*Problem to work on*.
Images do not belong in the copy. Retype the entries exactly.

*Task input*.
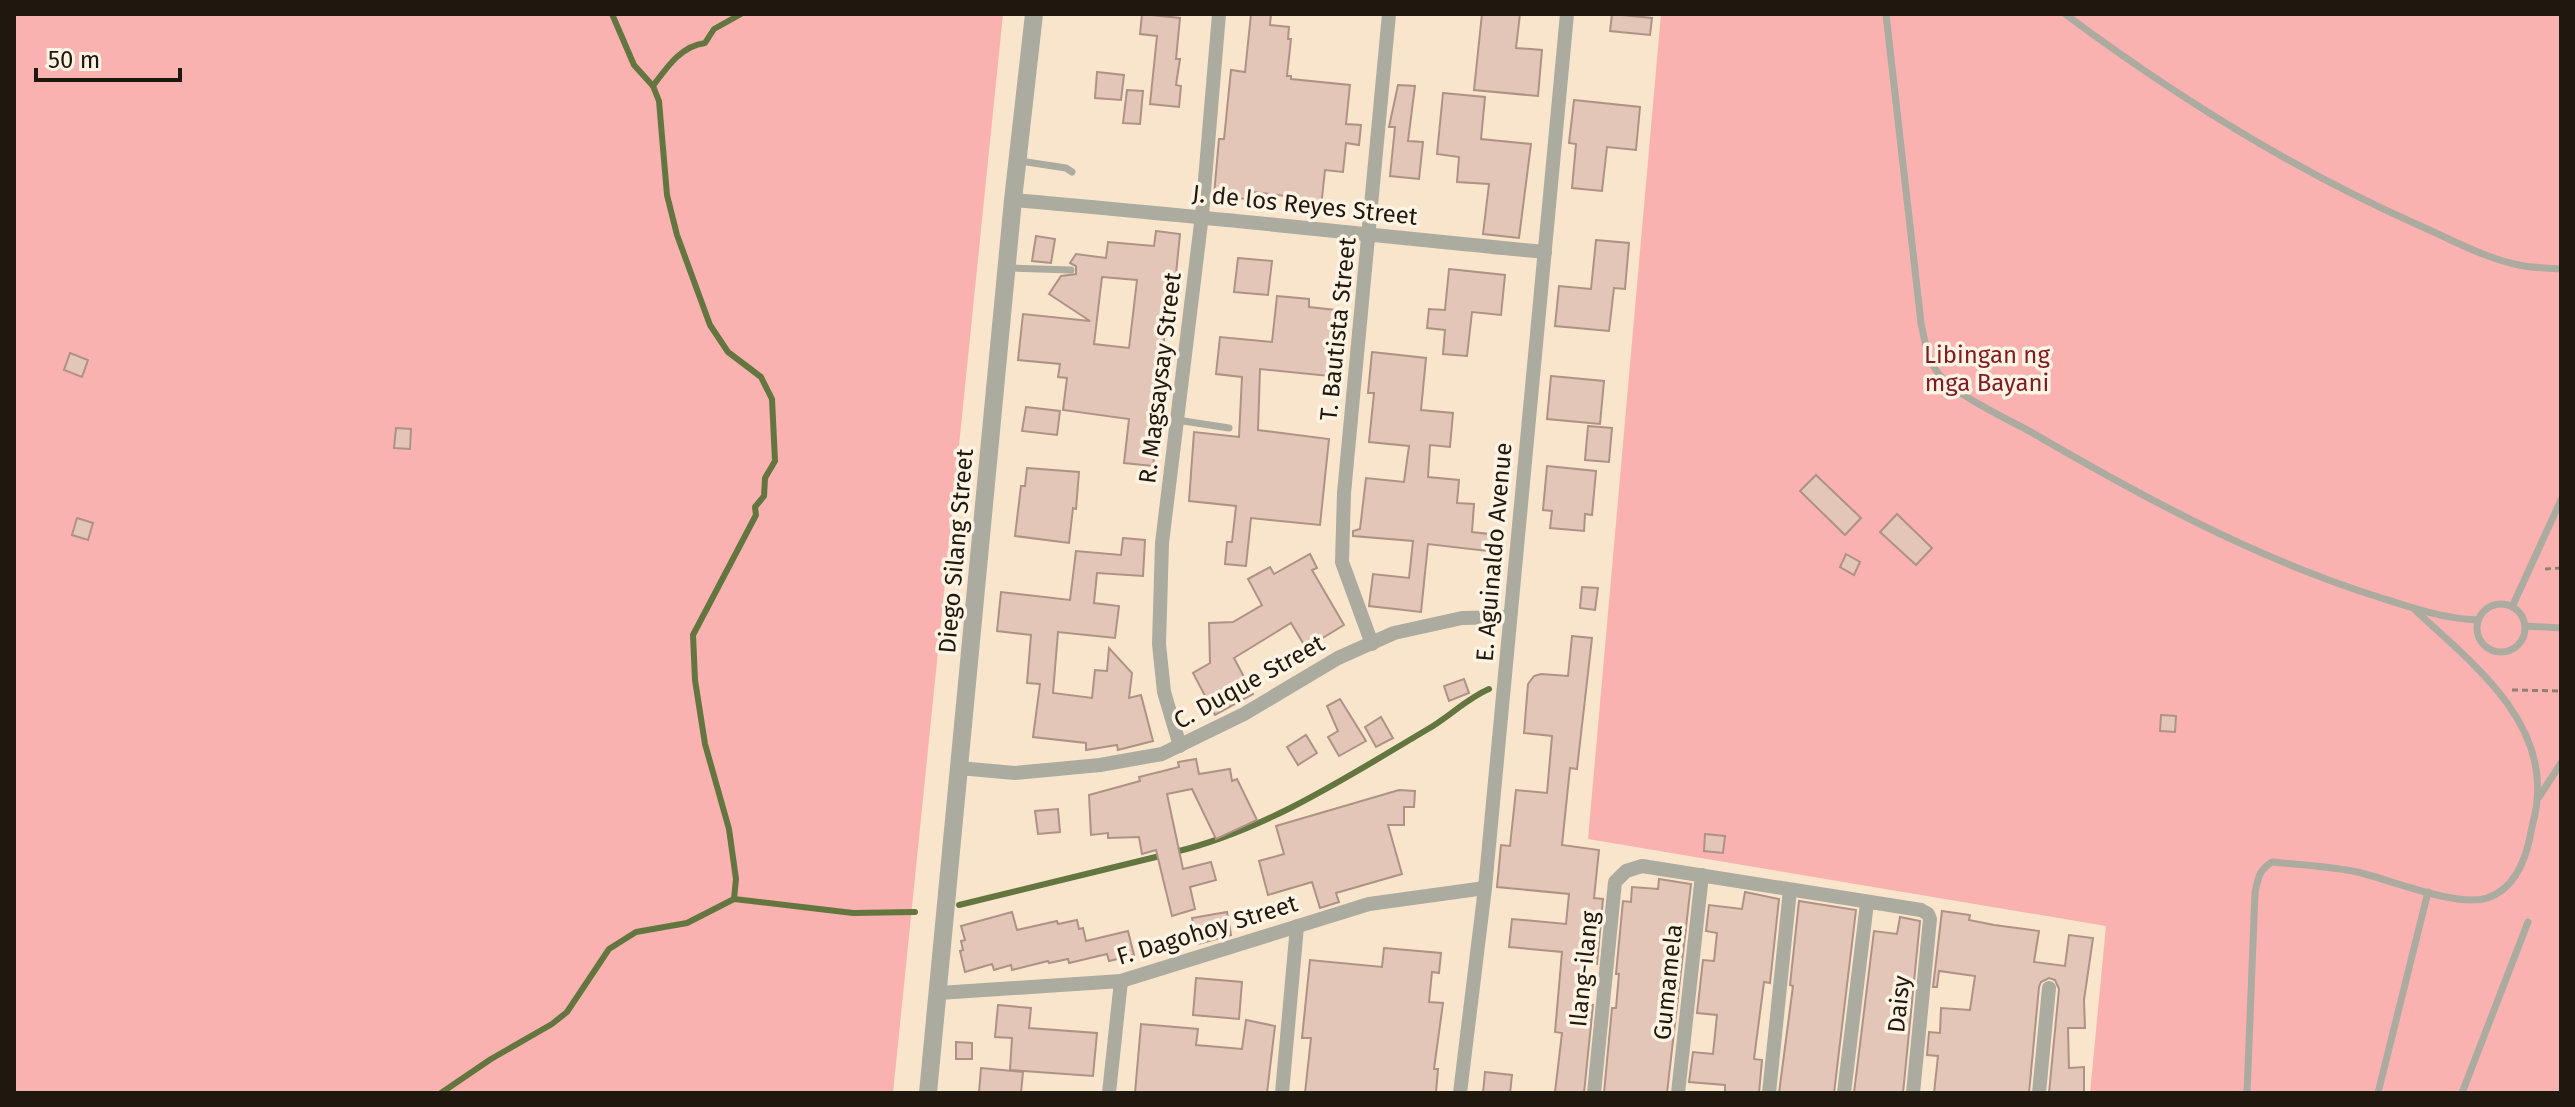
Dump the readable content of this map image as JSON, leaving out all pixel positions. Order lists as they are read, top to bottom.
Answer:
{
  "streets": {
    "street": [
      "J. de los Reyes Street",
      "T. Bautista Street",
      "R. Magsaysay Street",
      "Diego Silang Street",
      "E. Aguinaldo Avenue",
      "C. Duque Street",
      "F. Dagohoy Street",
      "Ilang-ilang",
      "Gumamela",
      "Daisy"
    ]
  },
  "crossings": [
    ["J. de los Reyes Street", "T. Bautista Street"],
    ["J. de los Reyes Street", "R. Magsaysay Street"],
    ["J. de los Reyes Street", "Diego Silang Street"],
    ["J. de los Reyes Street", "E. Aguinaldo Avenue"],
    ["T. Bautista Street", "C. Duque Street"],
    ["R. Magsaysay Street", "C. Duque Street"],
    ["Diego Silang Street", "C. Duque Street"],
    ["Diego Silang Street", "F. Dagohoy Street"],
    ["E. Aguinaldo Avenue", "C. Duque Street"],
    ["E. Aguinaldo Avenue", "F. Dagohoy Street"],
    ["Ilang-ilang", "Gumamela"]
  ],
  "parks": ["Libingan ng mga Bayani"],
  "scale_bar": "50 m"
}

*Reply to the task*.
Dump the readable content of this map image as JSON, leaving out all pixel positions. Order lists as they are read, top to bottom.
Answer:
{
  "streets": {
    "street": [
      "J. de los Reyes Street",
      "T. Bautista Street",
      "R. Magsaysay Street",
      "Diego Silang Street",
      "E. Aguinaldo Avenue",
      "C. Duque Street",
      "F. Dagohoy Street",
      "Ilang-ilang",
      "Gumamela",
      "Daisy"
    ]
  },
  "crossings": [
    ["J. de los Reyes Street", "T. Bautista Street"],
    ["J. de los Reyes Street", "R. Magsaysay Street"],
    ["J. de los Reyes Street", "Diego Silang Street"],
    ["J. de los Reyes Street", "E. Aguinaldo Avenue"],
    ["T. Bautista Street", "C. Duque Street"],
    ["R. Magsaysay Street", "C. Duque Street"],
    ["Diego Silang Street", "C. Duque Street"],
    ["Diego Silang Street", "F. Dagohoy Street"],
    ["E. Aguinaldo Avenue", "C. Duque Street"],
    ["E. Aguinaldo Avenue", "F. Dagohoy Street"],
    ["Ilang-ilang", "Gumamela"]
  ],
  "parks": ["Libingan ng mga Bayani"],
  "scale_bar": "50 m"
}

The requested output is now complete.